Parallel Programming Overview and Concepts Dr Mark Bull, EPCC markb@epcc.ed.ac.uk

Outline • Why use parallel programming? • Parallel models for HPC • Shared memory (thread-based) • Message-passing (process-based) • Other models • Assessing parallel performance: scaling • Strong scaling • Weak scaling • Limits to parallelism • Amdahl’s Law • Gustafson’s Law

Why use parallel programming?
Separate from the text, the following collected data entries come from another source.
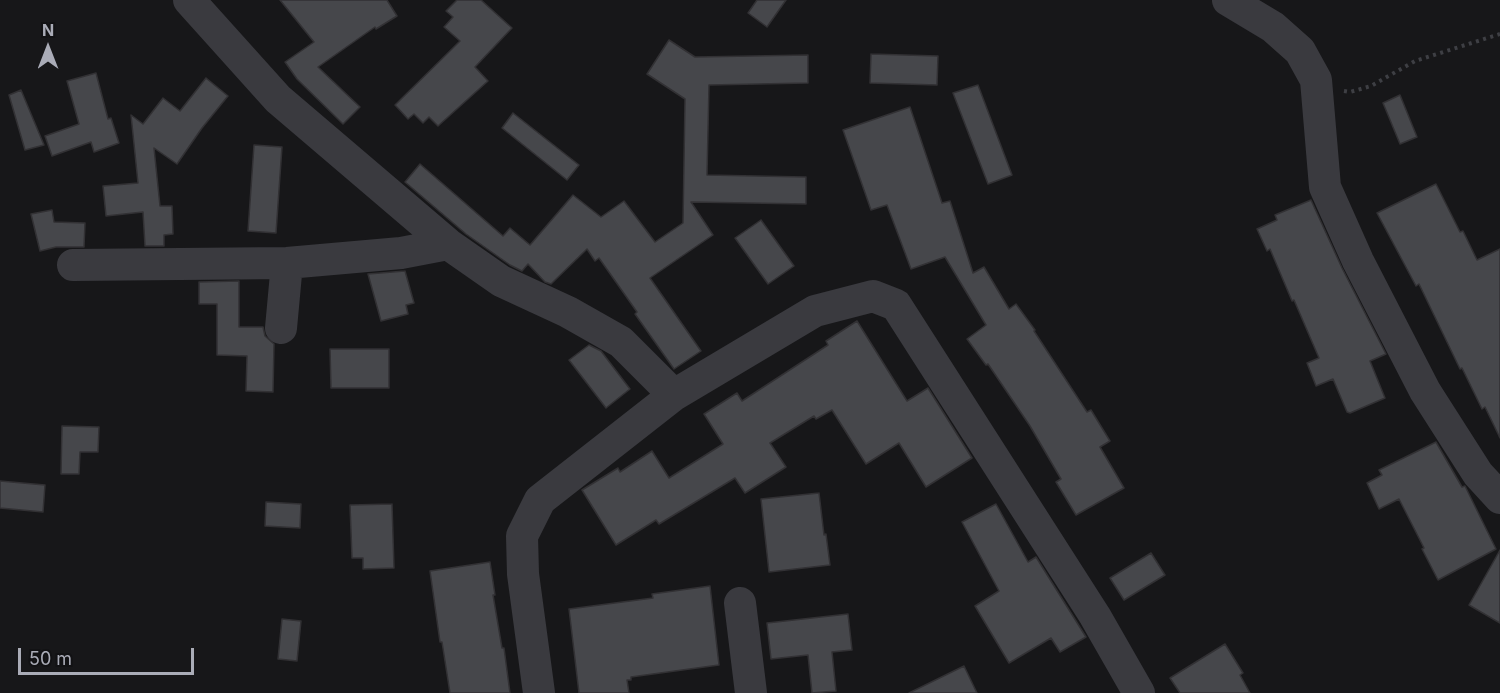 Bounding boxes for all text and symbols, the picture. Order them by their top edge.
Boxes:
north arrow [18,18,78,78]
text: N [42,20,54,40]
scale bar [21,636,196,674]
text: 50 m [29,648,72,669] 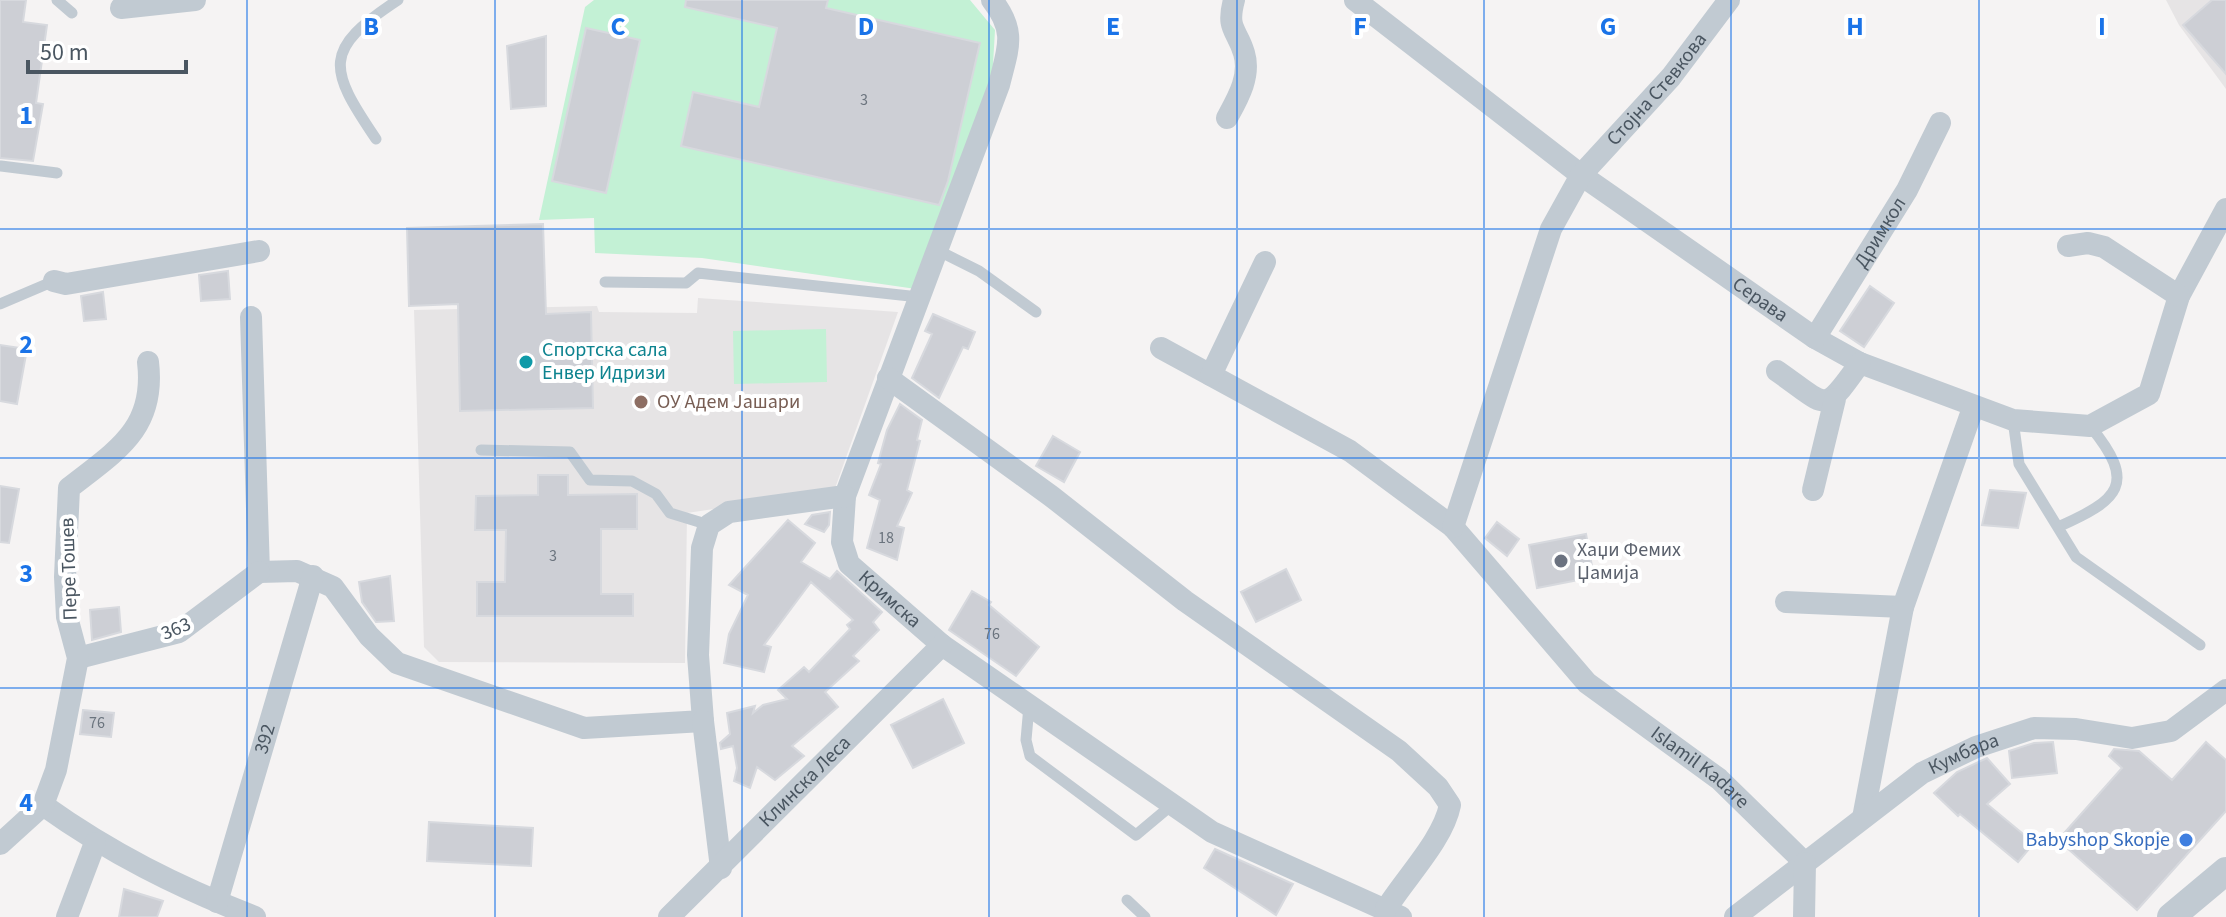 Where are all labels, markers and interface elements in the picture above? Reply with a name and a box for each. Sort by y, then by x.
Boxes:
text: B [363,8,379,45]
text: C [610,8,626,45]
text: D [858,8,874,45]
text: E [1106,8,1120,45]
text: F [1353,8,1367,45]
text: G [1600,8,1616,45]
text: H [1846,8,1864,45]
text: I [2098,8,2106,45]
scale bar [28,24,186,74]
street label: Стојна Стевкова [1600,27,1714,152]
text: 50 m [40,35,89,70]
house number: 3 [860,89,868,111]
text: 1 [19,97,33,134]
street label: Дримкол [1848,192,1913,274]
street label: Серава [1726,270,1794,329]
text: 2 [19,326,33,363]
place label: Спортска сала Енвер Идризи [542,336,668,387]
marker: Спортска сала Енвер Идризи [517,353,535,371]
place label: ОУ Адем Јашари [657,388,800,416]
marker: ОУ Адем Јашари [632,393,650,411]
street label: Пере Тошев [53,517,85,621]
house number: 18 [878,527,894,549]
place label: Хаџи Фемих Џамија [1577,536,1681,587]
house number: 3 [549,545,557,567]
marker: Хаџи Фемих Џамија [1552,552,1570,570]
text: 3 [19,555,33,592]
street label: Кримска [852,564,927,635]
street label: 363 [157,610,195,648]
house number: 76 [984,623,1000,645]
house number: 76 [89,712,105,734]
street label: Islamil Kadare [1645,720,1756,815]
street label: 392 [247,721,283,757]
street label: Кумбара [1924,726,2003,782]
street label: Клинска Леса [753,729,857,834]
text: 4 [19,784,33,821]
place label: Babyshop Skopje [2026,826,2170,854]
marker: Babyshop Skopje [2177,831,2195,849]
It is harder than serial so why bother?

Drivers for parallel programming • Traditionally, the driver for parallel programming was that a single core alone could not provide the time-to-solution required for complex simulations • Multiple cores were tied together as a HPC machine • This is the origin of HPC and explains the symbiosis of HPC and parallel programming • Recently, due to the physical limits on the increase in power of single cores, the driver is due to the fact that all modern processors are parallel • In effect, parallel programming is required for all computing, not just HPC

Focus on HPC • In HPC, the driver is the same as always • Need to run complex simulations with a reasonable time to solution • Single core or even single/multiple processors in a workstation do not provide the compute/memory/IO performance required • Solution is to harness the power of multiple cores/ memory/storage simultaneously • In order to do this we require concepts to allow us to exploit the resources in a parallel manner • Hence, parallel programming • Over time a number of different parallel programming models have emerged.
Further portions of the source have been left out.